Are you working this week?

So, right, I was thinking of you a lot this weekend at my cousins
wedding. I was thinking that you might want to incorporate some of
these ideas into your wedding:

- for that sense of excitement, try playing some upbeat music as you
introduce the wedding party -- like Eye of the Tiger

- have your cheesy dj (my other cousin's comment "do you think they
have a special catalog for those wedding dj vests?") kick off the
dining portion of the wedding by announcing that whichever side of the
room screams the loudest will get to go to the buffet table first.
then lead the room in a gigantic screaming match.

- invite my dad, who will refuse to leave his dog at home, then sulk
furiously when I tell him "you cannot bring your dog to the wedding."

- serve beer out of a keg -- self-service style

- have some drunk dudes decide it's a good idea to climb to the roof
and then their hysterical girlfriends can stand outside and scream and
people can cry and generally make a scene

- have your drunk, perma-stoned brother as the best man, then give him
a microphone and let him do a speech. End up turning off his
microphone because he's verbally berating the wedding planner.

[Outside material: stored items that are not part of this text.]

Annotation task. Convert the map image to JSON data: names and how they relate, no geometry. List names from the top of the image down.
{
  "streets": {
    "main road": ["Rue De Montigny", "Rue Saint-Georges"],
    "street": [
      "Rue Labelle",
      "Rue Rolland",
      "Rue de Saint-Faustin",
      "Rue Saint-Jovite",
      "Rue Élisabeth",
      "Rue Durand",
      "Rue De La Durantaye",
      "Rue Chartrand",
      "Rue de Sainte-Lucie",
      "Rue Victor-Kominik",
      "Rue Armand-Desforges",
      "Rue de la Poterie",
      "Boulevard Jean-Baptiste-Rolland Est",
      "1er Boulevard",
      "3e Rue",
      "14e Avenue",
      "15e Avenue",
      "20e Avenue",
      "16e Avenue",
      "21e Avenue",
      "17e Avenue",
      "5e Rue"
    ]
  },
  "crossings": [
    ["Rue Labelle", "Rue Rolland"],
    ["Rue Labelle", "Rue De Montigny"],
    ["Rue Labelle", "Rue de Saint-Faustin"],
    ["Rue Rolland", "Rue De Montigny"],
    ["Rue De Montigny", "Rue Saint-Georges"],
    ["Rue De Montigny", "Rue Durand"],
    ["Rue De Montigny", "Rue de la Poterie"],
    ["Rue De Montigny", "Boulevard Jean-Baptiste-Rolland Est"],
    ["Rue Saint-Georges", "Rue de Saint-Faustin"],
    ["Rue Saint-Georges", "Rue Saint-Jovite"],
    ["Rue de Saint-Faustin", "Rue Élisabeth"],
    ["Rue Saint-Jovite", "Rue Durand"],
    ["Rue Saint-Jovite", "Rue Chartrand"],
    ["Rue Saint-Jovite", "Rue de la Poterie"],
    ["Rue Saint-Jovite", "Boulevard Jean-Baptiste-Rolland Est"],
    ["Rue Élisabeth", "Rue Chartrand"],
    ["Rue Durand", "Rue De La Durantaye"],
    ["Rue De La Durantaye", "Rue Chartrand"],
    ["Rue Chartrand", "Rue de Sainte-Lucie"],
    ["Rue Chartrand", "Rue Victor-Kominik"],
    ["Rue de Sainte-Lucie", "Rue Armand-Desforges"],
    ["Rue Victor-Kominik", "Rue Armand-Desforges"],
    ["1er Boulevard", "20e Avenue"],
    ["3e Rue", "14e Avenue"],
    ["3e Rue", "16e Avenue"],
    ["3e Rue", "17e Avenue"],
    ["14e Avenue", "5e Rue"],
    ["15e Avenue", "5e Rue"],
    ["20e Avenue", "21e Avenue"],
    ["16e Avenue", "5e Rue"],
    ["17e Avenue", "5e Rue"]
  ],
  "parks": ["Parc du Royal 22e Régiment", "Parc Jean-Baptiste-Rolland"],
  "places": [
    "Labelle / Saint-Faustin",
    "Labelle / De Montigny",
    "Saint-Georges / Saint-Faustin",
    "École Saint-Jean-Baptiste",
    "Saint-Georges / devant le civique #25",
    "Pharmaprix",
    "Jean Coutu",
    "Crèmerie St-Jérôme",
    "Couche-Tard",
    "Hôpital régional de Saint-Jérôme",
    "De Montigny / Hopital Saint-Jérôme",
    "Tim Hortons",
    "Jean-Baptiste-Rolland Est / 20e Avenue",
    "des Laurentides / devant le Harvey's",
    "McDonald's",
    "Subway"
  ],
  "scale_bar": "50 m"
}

(apparently, right before his speech, he was pissing in the bathroom
with my other cousin's boyfriend, and he said: 'I don't have a speech,
yet, I'm gonna wing it. how's you're PISSING your life away? HAHA!
Get it!" Then Mike (cousin's boyfriend) came out and reported all so
rachel was able to videotape the speech. I've asked her to upload to
youtube for us.)


_____________________________

I hope to have photographs for posting soon.

I also forgot to mention to her the following exchange at the end of the evening:

Best man is standing next to an older lady, with a napkin tied jauntily around his head. He has his hand resting on the woman's shoulder. She is gazing up at him in annoyance.

I walk up and hear him slurring drunkenly.

Best man: You know you want me to bang your daughter. It would make you so happy.
Me: Uh, hey, what's going on.
Best Man: She totally wants me to bang her daughter.
Me: Do you have a ride home?
Best Man: Yeah! (Points at lady.) She's taking me!

AND SCENE.

3 comments:

Anonymous said...

That's fucked up. Please let us know when the You Tube video is available though.

Zulu Echo said...

I laughed.

Hipster Pit said...

Then it's aaaaallllll worth it.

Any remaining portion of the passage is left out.